Faversham Life

An inside view

Painter’s Forstal Gardeners’ Club

Posted: 10th January, 2017 Category: Gardens, People

Faversham Life profiles a much-loved local institution.

An explosion of colour at the Dahlia Competition

On a line of trestle tables, exhibition vases display the luminous blooms of club members’ finest dahlias. These are grouped according to their class in the competition – cactus or semi-cactus, pompom or ball, water lily, decorative and collerette. There are single blooms and groups of three, displayed to court the approval of an exacting judge. The show explodes into colour on the final table in the line-up, allocated to class 7, in which a vase of dahlias is required, ‘any number, variety, colour or size’.

A glorious dahlia bloom

The occasion is the annual Dahlia Competition, held in 2016 on 12 September. It is a highlight of the Painter’s Forstal Gardeners’ Club programme, although a relative innovation now only in its third year. The setting is the spacious hall of Lorenden School, where the Club holds most of its meetings. The judge is Quentin Stark, Head Gardener at Hole Park, a dahlia enthusiast of vast practical knowledge. He declares it ‘an awesome display’ in the face of challenging weather, and after announcing the winners, gives a wonderfully embracing talk, on growing dahlias from seed, hybridisation, preparing blooms for show and how to discourage earwigs, among many other topics.

© Lisa Valder

Club Chairman Frances Moskovits with the author, who won Best in Show at her first outing

Painter’s Forstal Gardeners’ Club has been going strong, with a few ups and downs, for 38 years. It currently has 86 paid-up members, of whom 30 or so are very keen and form a solid core. The original committee stayed in place until their advancing years suggested the need for new recruits. Five or six years ago, John Clarke, the founding Chairman, invited Frances Moskovits to succeed him. Frances says: ‘I didn’t know how to run a club, but I wanted it to survive.’ She is a natural for the job – warm, professional and persuasive – and has generous support and encouragement from her committee and members, an efficient Club Secretary, Marion Moore, and her husband Paul. ‘I’m only peripheral’, he says, ‘just in the background’, which is what modest but indispensable people invariably say.

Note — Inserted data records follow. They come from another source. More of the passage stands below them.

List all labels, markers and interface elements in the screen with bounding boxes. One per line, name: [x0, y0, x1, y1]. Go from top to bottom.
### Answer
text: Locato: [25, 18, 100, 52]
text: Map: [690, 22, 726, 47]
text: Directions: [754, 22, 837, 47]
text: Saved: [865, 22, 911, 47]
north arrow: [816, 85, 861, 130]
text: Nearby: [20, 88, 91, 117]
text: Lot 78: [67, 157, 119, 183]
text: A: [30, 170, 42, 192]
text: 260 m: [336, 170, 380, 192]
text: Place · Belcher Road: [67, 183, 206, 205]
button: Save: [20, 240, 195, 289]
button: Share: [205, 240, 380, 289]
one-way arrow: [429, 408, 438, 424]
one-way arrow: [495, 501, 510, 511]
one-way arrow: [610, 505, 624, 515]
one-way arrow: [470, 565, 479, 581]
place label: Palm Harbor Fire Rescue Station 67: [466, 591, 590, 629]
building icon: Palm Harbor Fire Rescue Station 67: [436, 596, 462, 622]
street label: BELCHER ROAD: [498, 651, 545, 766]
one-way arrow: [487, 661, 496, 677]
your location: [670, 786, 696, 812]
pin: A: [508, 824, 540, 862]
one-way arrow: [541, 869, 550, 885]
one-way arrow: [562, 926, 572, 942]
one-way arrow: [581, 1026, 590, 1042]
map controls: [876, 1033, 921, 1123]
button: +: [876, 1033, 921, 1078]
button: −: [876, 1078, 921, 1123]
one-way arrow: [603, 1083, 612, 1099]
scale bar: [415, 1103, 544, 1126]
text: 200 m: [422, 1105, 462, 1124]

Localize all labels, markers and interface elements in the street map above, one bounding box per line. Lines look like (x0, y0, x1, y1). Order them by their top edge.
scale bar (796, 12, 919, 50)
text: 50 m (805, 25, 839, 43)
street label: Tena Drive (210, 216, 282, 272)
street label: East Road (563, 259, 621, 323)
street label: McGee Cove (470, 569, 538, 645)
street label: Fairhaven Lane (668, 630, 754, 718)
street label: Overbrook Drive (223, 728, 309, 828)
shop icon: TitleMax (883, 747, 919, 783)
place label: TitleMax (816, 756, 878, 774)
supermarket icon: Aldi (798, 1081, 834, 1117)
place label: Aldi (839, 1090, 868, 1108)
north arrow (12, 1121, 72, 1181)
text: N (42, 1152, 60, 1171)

The spring and summer shows, held respectively in April and July, are the most important events in a lively annual programme. Frances says everyone should have a go. ‘Most people have a daff or a tulip they can pick.’ When she first started to show, she says most of her exhibits were not ‘up to schedule’. Now, she sweeps the board and wins lots of prizes. She recounts how at one of her first shows she lent a broad bean pod to a fellow competitor, who promptly beat her with her own bean.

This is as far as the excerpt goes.